* _Source information_
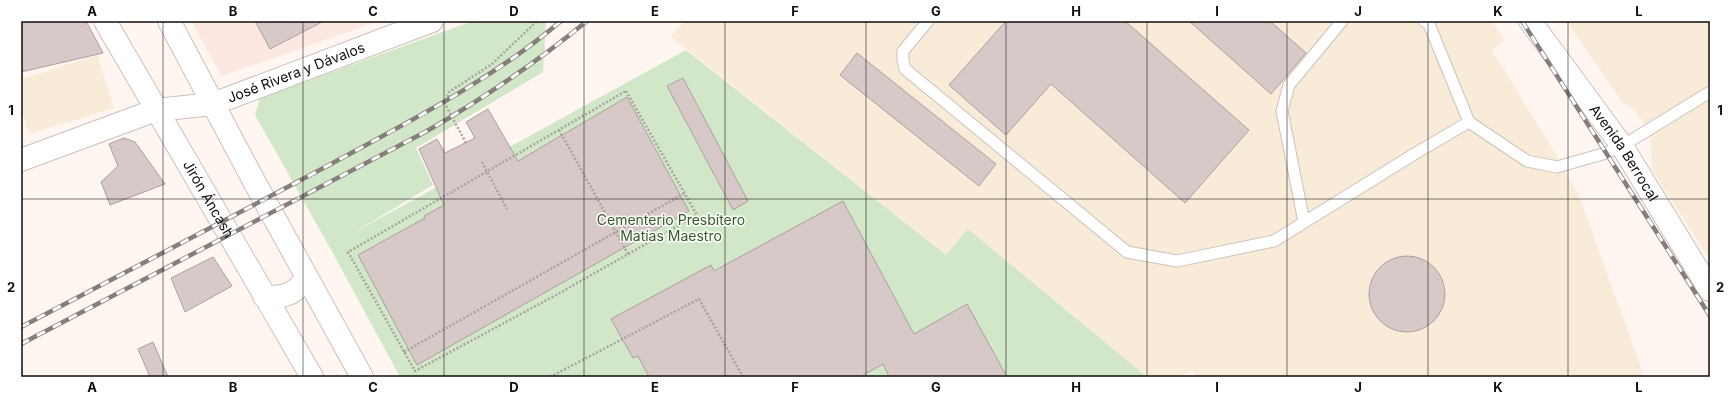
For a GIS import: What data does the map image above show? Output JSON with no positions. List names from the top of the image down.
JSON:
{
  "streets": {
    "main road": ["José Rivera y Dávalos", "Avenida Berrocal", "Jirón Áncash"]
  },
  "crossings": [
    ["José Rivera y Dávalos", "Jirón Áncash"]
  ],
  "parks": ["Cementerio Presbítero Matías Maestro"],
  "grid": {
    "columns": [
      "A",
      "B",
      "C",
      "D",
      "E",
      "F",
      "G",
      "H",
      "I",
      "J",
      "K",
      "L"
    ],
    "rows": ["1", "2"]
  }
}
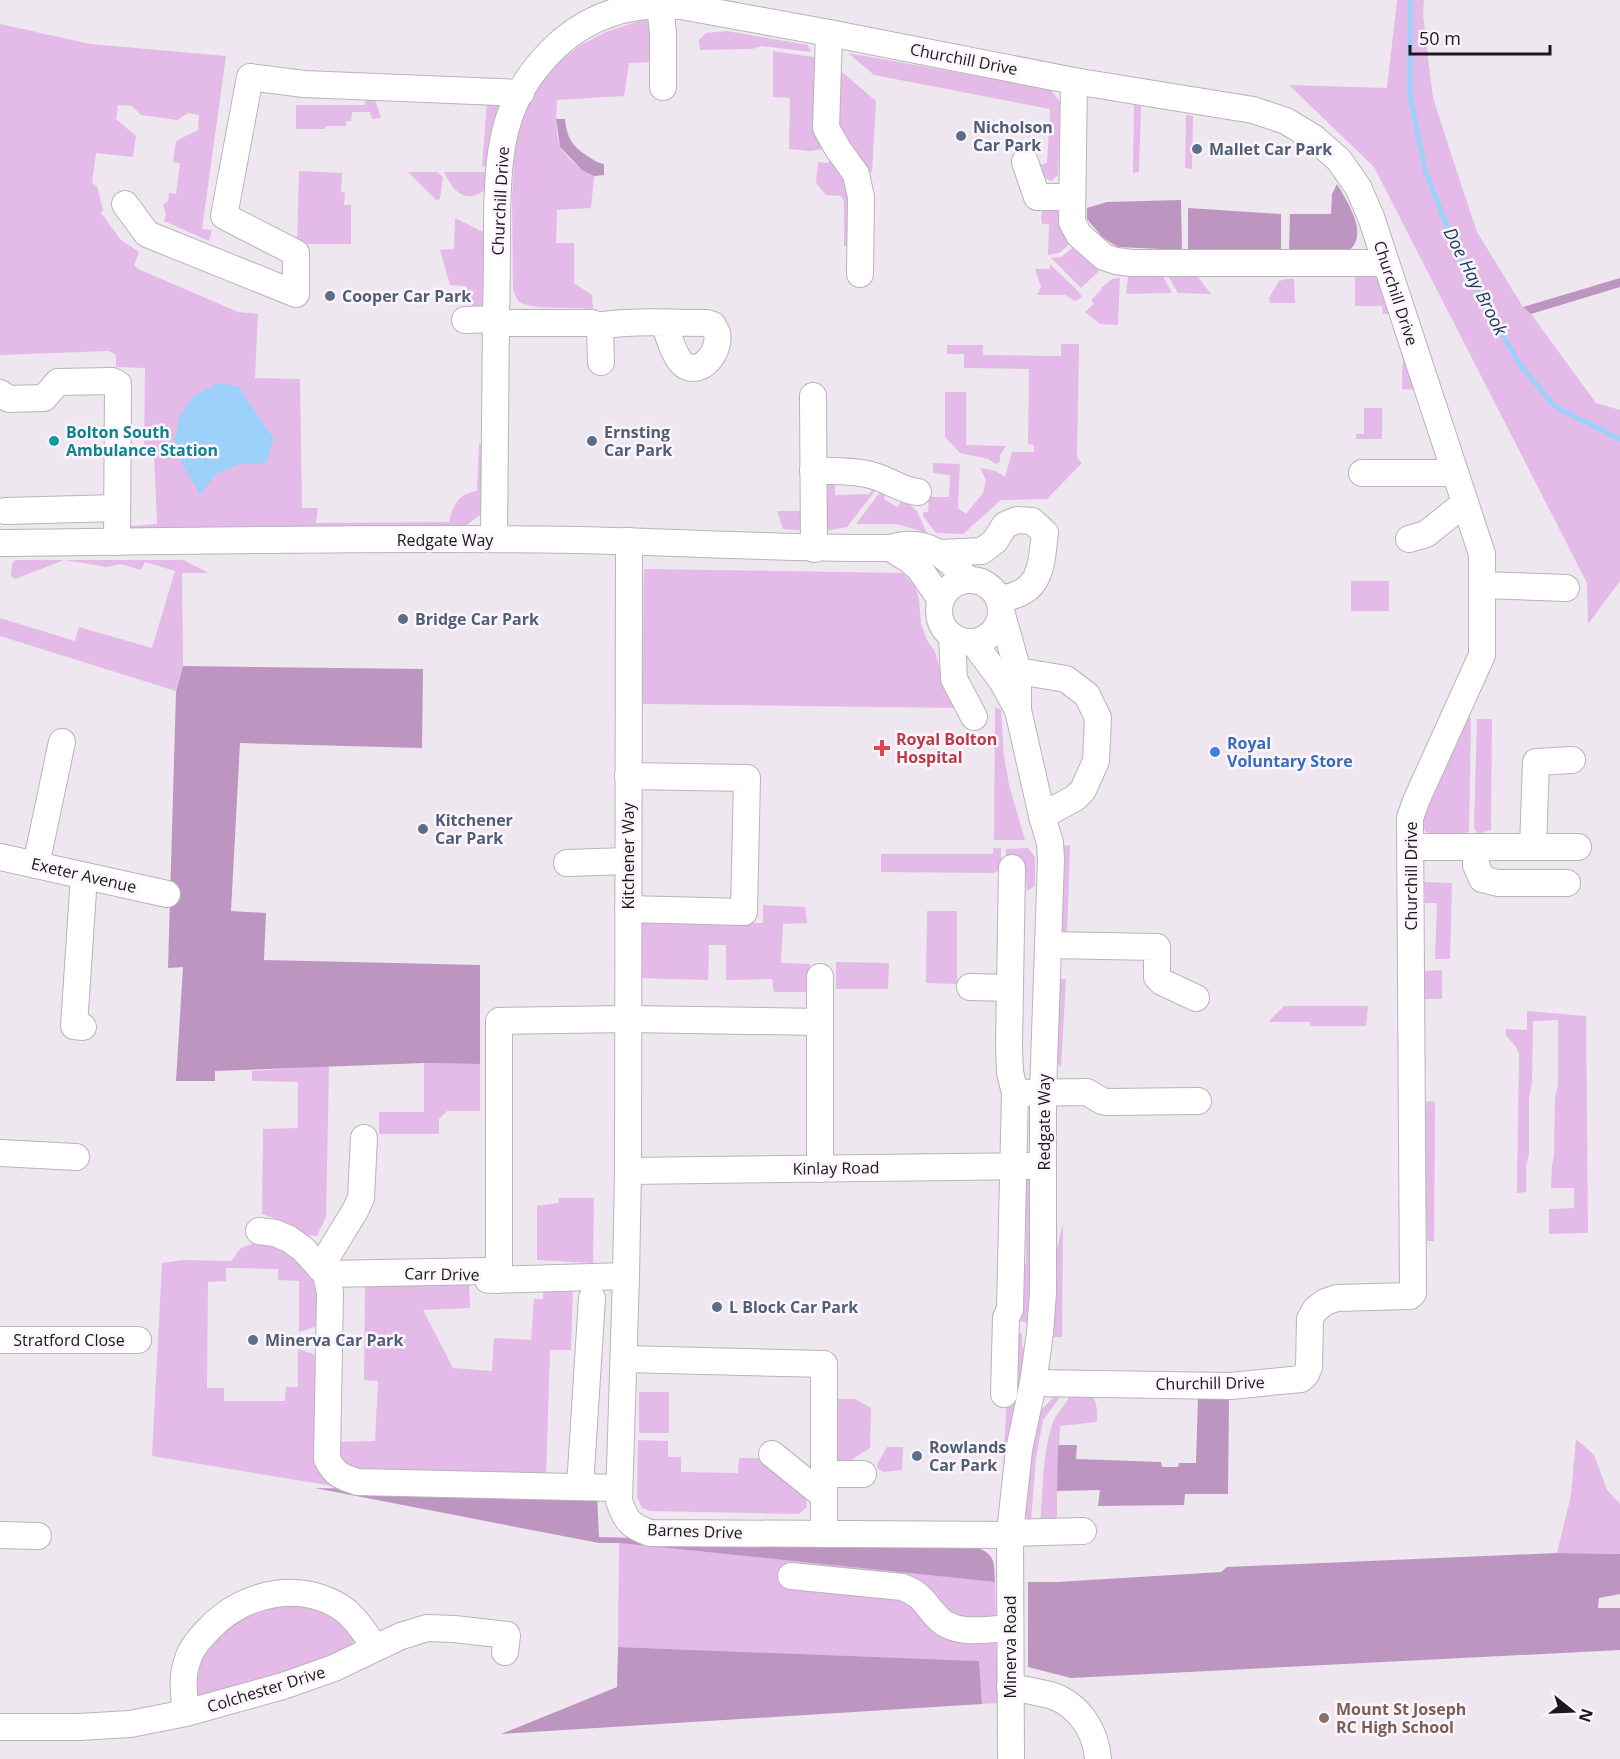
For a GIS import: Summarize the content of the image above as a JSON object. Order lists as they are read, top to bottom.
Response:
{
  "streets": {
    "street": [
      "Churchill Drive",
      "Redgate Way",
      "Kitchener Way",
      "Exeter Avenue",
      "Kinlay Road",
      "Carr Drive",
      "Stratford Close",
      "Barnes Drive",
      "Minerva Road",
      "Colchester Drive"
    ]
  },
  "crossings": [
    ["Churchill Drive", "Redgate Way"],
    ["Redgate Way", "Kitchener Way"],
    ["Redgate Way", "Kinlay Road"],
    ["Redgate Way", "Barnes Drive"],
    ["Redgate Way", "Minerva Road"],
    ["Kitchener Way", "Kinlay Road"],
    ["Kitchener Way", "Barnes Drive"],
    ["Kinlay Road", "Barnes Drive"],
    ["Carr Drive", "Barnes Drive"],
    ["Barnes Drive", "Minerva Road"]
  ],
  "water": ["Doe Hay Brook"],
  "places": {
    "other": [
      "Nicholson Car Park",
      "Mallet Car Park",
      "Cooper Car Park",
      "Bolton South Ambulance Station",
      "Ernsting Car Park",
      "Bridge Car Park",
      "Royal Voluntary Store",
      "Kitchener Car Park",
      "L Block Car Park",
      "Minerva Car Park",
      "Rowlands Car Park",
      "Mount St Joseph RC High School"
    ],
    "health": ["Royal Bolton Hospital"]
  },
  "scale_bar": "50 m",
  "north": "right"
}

* _What you are asked to do_
Check each line of the data above for the word "Áncash", then state how many lines have it. Give the number alone.

* _Completed exercise_
2